Xiegu X6100 QRP Radio

—Kevin Grantham N5KRG

  Partly based on our excellent results with the Xiegu G90, Andy Parcel, KE5KOF, and I recently purchased the new Xiegu X6100 QRP radio. This is a battery-operated Software Defined Radio (SDR) 10-watt HF radio that covers 160m to 6m.

  The X6100 appears to be the G90 SDR, with the X5105 transmitter upgraded to 10W, and the remote controller (GSOC), all rolled into one. In typical Xiegu fashion, it shipped with a bunch of partially finished features and capabilities. At this writing, Xiegu has released the third firmware release that reportedly fills in most of the gaps. I will install it in the next few days.

xiegu 6100


  Andy and I went out to Isle du Bois at Ray Roberts Lake Park for a Parks On The Air (POTA) activation. I brought the X6100—fresh out of the box—and set up a “frankantenna” vertical cobbled from Chameleon MPAS and Buddipole components. It read 1.7:1 SWR in the phone portion of 15 meters so I did not use the 10:1 built-in tuner of the X6100. That’s right! The G90 and the X6100 both have an excellent internal 10:1 antenna tuner.

  I was able to make contacts with Canadian stations running a contest, some California, Florida, and New York stations, and a guy in Mexico.
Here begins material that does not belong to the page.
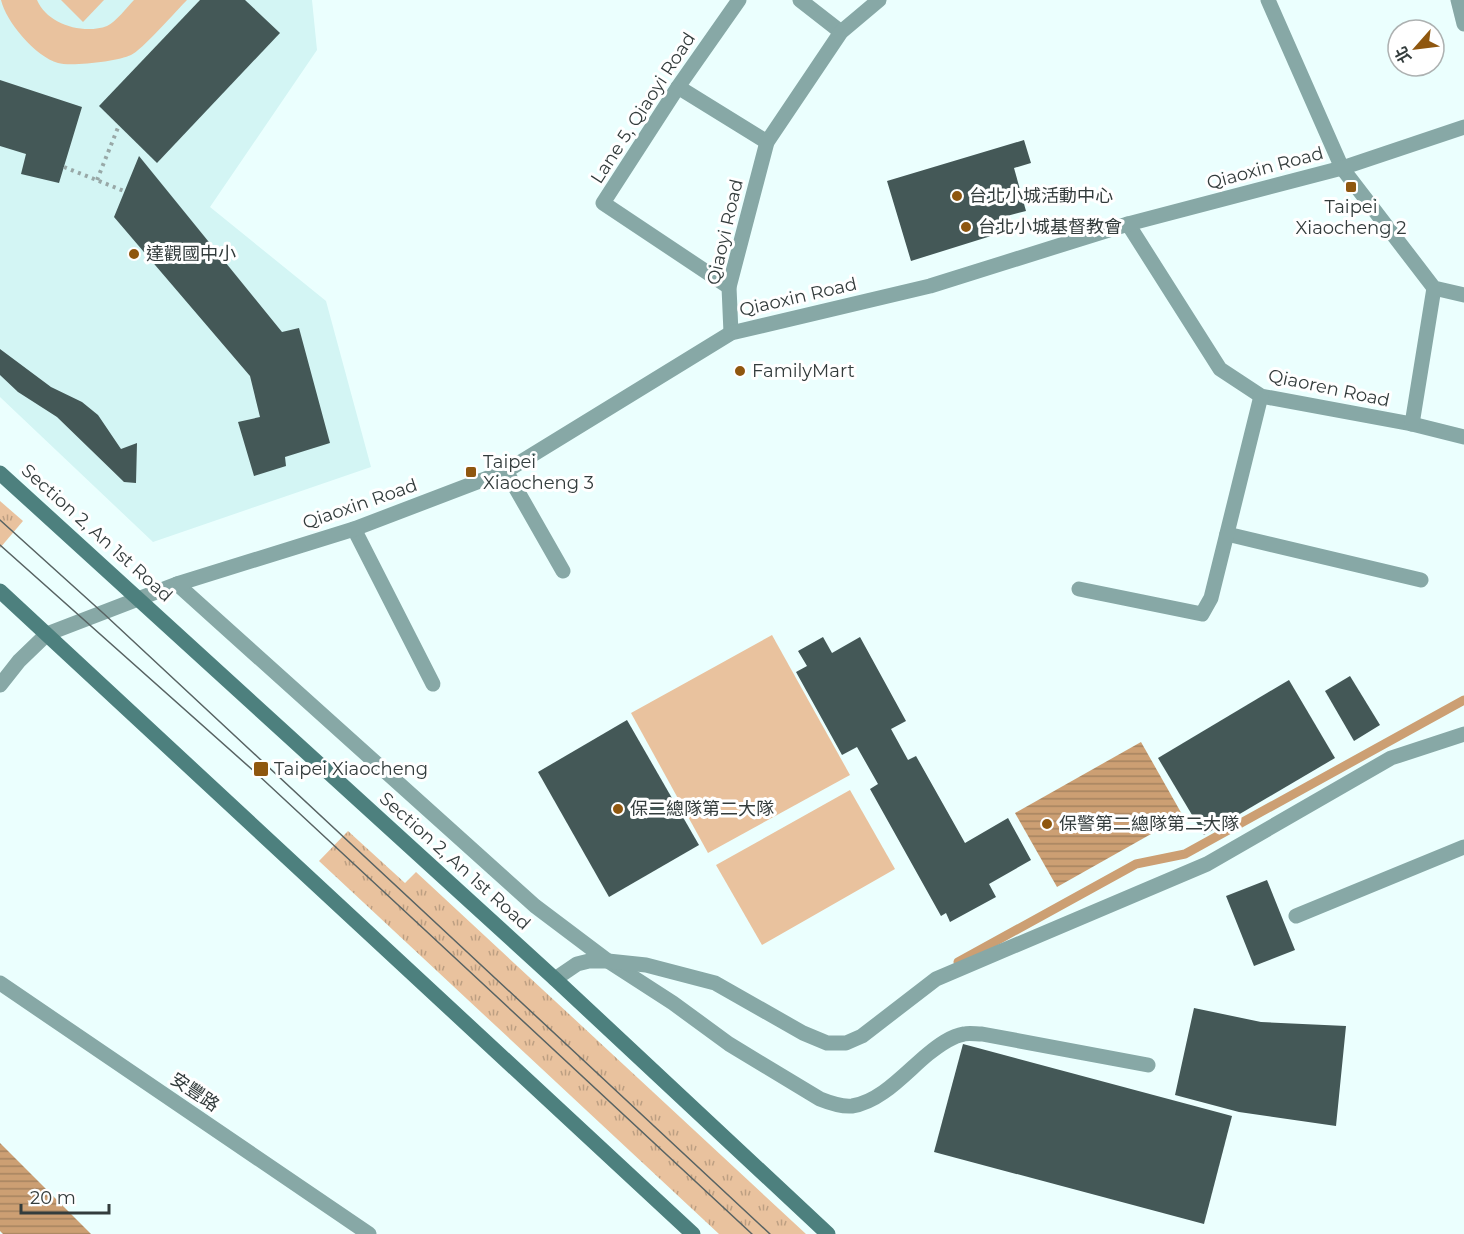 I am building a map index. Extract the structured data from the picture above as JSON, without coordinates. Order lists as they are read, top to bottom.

The X6100 is much easier to operate than the G90 and the G90 isn’t all that bad. The 4-inch, 800 x 600 color display and simple menu structure are very nice and very readable in daylight. The biggest annoyance is that the tuning steps are either 1KHz or 100Hz, which are too large for fine tuning SSB or tuning CW. I was able to compensate on CW by messing about with the sidetone setting, but it was unpleasant.

  The receive audio was excellent in the park. Some on social media complain about the lack of an effective noise blanker and automatic notch filters, but I haven’t had a problem. The new firmware is supposed to improve that issue, but some online comments aren’t satisfied with the changes. If the G90 is any indication, there will be several more firmware releases over the next six months that will add the remaining features and capabilities, and address user concerns. Xiegu does monitor the online forums and responds well to user comments.

  The X6100 has a BNC antenna connector. It runs 5W on its internal battery and up to 10W on external power using a standard 5.5mm/2.1mm coaxial power plug. The kit includes a built-in microphone, plus an external hand mic (an ICOM knock-off with most, but not all, the buttons working). It’s designed so that one can use it as an HF HT! I’ve never had an HF handi-talkie, so that’s an interesting possibility for “pedestrian mobile.”

  When 10W just isn’t enough, it’s compatible with Xiegu’s excellent HPA125B 125W linear amplifier with 10:1 antenna tuner using a single cable—I’m thinking Winter Field Day and similar. The amplifier also works with the G90 and with my Yaesu FT-817ND and probably—although I haven’t tried it—with my ELAD FDM-DUO SDR.

  The rig has an internal sound card that should be active with this next firmware release and responds to ICOM IC-7000 and IC-7100 CI-V commands. I don’t know if the Bluetooth can be used as sound card interface or just with headphones.

  The X6100 will decode CW. That was hard to test because of the tuning step issue but it did work, and if it’s based on the same firmware as the G90, it should work well. It will also decode PSK31 and RTTY. Like most SDRs, the filters are extremely sharp and easily adjustable. It has a preamp that I didn’t need because of the excellent sensitivity of the receiver as well as an attenuator for heavy QRM environments like Carrollton city parks.

  It was fun to use, even with the unfinished software. By Winter Field Day I expect the X6100—coupled with the HPA125B amplifier—to be a worthy contender.